Now, what is a public health approach to public safety? Here's what we know: We know that the majority of the people who are incarcerated and the majority of people who commit harm against the community, whether it's crime or in another way, they struggle with insecure housing, poverty, complex trauma, substance abuse challenges. Mental health challenges as well. So we know that we need to invest in anti-poverty programs, education, dealing with the issue of substance abuse and mental health, housing as a human right, and just the overall nurturing and self-determination of historically marginalized communities. 

It's not a mistake that communities that were historically redlined by the US government have the highest crime rates. It is not an accident, right? When you can contrast that to a community that has low crime rates, they don't have low crime rates because they have more police than everybody. They have low crime rates because they have resources, they have wealth. So it's about the public health approach to public safety and investing in the nurturing, a self-determination of people within a particular community, that's how you create communities and a nation of health and well-being—which, by the way, will support the economic development of the nation.

JFK had this essay called “The Soft American”, which basically laid out four key points that he thought could improve the physical health of this country. He seemed to make a lot of sense, but they didn't really go anywhere. I'd love to hear from you two to four quick points: How do you think we could improve physical health in this country?

Transform our education system. I don't need two to four. That's one, that's all we need to do. Just make sure our kids are playing and active and moving in our schools. One, make sure they are eating healthy foods in our schools. Two, make sure they have access to healthy affordable foods in their communities. Three, make sure they have access to extracurricular activities and place faces in their communities so they can live a life of healthy eating and constant exercise for joy and engagement. That's it.

It's exciting to hear, especially as a fellow Black male in the trenches. The last question that I'll leave you with is what I ask everyone I interview. Anybody that's reading this interview—why should they take control of their health and wellness?

Because you take control of your life. A lot of times, and I've done this, right, you put your health and wellness and concerns in the back of your mind, and you tell yourself if you continue to ignore it, it goes away. But what it does is it creates anxiety, it creates a panic, and it creates a lack of knowledge about what exactly is going on with your body. So go to the doctor, get your check up, know what your numbers are, and then live a lifestyle in alignment with improving your numbers. 

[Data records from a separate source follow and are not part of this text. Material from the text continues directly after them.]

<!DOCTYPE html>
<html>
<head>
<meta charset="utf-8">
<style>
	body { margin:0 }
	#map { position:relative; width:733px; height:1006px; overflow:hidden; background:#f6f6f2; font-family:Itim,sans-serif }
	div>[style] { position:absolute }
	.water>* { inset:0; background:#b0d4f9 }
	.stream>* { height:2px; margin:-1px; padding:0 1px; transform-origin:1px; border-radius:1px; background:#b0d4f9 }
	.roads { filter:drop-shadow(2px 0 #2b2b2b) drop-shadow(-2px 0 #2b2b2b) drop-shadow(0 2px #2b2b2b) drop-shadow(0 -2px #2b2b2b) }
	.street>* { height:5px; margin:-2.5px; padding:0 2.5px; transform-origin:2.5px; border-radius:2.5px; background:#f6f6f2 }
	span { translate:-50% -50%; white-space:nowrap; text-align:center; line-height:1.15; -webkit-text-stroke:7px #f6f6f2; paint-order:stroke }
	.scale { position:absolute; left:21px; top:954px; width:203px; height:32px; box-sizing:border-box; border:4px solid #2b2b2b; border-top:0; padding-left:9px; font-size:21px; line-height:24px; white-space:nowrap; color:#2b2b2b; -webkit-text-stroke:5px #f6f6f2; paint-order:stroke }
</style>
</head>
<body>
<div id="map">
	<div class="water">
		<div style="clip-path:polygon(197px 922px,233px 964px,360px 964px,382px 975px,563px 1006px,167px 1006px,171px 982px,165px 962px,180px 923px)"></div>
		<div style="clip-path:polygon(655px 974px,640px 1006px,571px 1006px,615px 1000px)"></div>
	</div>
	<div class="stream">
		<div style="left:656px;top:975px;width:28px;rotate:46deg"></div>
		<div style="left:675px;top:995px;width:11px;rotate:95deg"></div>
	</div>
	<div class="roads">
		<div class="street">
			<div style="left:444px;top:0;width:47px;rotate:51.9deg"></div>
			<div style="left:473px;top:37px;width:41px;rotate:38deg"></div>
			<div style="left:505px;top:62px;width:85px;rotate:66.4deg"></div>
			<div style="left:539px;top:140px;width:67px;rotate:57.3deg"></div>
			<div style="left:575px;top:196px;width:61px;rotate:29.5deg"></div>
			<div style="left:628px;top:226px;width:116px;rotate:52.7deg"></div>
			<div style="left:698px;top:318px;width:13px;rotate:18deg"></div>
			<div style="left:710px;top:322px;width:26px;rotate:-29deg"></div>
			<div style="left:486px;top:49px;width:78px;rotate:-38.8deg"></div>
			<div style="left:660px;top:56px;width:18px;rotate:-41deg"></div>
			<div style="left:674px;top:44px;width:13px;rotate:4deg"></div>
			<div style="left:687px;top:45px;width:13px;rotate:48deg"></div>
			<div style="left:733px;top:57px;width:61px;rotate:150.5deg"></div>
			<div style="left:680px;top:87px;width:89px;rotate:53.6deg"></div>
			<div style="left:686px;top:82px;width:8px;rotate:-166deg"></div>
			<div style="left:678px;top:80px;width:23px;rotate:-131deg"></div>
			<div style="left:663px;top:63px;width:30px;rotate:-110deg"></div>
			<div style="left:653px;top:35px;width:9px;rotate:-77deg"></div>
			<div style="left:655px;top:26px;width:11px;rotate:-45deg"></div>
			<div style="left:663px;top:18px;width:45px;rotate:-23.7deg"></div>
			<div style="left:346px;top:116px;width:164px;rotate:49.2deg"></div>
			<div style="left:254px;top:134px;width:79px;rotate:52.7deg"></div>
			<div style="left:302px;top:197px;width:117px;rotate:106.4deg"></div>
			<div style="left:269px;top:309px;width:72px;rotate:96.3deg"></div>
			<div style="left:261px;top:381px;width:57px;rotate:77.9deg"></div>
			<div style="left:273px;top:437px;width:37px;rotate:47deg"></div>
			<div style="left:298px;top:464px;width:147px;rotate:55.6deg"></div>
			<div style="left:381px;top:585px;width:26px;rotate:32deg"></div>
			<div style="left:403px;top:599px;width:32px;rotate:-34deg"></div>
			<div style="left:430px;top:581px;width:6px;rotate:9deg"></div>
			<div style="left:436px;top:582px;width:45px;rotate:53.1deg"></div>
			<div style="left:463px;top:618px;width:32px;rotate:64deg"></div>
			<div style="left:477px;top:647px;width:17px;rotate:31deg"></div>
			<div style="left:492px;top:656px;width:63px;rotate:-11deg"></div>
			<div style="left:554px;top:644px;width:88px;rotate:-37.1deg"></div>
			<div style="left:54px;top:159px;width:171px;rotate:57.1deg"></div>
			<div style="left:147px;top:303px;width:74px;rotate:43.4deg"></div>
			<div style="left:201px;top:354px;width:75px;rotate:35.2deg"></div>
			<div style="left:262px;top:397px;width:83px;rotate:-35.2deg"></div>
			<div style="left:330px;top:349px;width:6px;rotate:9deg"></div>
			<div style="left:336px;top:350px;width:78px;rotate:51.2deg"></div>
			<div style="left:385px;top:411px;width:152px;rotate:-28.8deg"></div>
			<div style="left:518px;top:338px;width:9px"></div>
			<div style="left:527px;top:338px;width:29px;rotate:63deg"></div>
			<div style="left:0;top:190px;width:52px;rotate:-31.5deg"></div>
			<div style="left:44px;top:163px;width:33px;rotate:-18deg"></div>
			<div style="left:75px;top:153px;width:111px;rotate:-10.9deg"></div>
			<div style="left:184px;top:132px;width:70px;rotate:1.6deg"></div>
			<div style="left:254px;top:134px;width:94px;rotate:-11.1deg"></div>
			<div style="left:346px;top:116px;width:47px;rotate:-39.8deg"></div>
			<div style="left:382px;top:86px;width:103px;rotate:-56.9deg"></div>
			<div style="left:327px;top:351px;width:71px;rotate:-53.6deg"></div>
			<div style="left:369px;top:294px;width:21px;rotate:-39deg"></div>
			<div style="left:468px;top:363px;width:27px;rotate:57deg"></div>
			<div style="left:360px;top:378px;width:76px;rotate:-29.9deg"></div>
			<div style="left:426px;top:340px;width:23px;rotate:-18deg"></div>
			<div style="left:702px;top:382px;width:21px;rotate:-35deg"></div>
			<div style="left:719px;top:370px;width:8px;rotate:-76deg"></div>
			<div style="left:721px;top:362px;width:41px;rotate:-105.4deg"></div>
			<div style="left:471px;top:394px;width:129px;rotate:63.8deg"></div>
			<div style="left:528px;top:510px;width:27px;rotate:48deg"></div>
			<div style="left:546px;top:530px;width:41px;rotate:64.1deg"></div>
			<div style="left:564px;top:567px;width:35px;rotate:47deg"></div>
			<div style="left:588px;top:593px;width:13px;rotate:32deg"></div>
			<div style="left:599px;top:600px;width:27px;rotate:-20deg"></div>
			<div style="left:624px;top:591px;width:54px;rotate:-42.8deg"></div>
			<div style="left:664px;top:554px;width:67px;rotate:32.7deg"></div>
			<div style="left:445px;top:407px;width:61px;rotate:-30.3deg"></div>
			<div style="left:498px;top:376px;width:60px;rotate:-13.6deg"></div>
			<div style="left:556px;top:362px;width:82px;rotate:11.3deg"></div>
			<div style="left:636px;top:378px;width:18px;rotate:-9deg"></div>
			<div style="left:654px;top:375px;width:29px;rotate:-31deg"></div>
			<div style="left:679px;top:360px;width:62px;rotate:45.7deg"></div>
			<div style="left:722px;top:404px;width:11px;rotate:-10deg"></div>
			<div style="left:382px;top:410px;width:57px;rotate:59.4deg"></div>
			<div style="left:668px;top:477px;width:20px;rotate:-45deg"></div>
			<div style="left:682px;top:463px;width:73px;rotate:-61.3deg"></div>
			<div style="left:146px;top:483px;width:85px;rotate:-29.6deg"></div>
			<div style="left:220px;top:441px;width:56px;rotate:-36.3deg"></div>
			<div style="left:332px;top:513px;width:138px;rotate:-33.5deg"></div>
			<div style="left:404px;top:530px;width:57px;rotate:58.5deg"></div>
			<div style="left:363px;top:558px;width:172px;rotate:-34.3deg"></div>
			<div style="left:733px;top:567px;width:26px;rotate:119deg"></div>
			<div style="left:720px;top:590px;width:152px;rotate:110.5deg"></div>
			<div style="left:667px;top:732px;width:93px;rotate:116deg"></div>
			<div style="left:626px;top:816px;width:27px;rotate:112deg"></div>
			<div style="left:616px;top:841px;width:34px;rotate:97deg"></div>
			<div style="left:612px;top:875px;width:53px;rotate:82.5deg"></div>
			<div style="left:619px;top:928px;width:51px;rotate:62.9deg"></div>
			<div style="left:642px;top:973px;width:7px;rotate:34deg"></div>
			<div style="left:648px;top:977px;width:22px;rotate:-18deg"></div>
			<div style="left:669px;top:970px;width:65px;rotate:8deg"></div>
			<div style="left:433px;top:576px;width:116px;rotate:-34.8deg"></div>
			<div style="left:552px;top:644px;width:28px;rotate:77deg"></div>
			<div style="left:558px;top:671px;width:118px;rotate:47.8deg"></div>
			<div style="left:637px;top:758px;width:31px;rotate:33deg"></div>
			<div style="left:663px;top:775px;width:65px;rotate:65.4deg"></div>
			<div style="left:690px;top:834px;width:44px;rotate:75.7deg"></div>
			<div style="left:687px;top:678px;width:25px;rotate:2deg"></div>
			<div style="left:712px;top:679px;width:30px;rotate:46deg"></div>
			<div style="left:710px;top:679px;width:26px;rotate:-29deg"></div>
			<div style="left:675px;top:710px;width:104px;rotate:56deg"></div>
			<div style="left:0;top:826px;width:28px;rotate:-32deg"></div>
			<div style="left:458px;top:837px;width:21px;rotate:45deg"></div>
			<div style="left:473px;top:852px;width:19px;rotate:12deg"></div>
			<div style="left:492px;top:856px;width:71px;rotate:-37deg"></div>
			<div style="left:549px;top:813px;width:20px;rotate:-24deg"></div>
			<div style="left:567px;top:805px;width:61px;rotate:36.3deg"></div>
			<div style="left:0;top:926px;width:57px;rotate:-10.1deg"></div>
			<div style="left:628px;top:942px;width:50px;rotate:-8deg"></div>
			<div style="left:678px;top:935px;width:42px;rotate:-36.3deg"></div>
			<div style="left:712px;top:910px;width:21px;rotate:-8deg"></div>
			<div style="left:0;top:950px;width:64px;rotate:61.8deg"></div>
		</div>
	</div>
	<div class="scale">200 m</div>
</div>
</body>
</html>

To everyone out there, especially Black men, get a prostate exam. Get a colonoscopy. Go to the doctor. We understand this country's history with healthcare professionals. I'm crystal clear on the Tuskegee Experiment, on what happened with Henrietta Lacks, medical apartheid, and how Black enslaved people were experimented on. Very well aware of that history, and that history is real. Very well aware of current numbers around maternal health and Black maternal health—it’s real.

However, going to the doctor is a proactive measure, and asking the doctor questions and following up, helps you to take control of your health and well-being. If one doctor is not a good fit, you can go to another doctor. There are doctors of color if you're more comfortable there. It's just about your own self and self-determination. That's why you have to take control of your health.

This interview has been edited and condensed.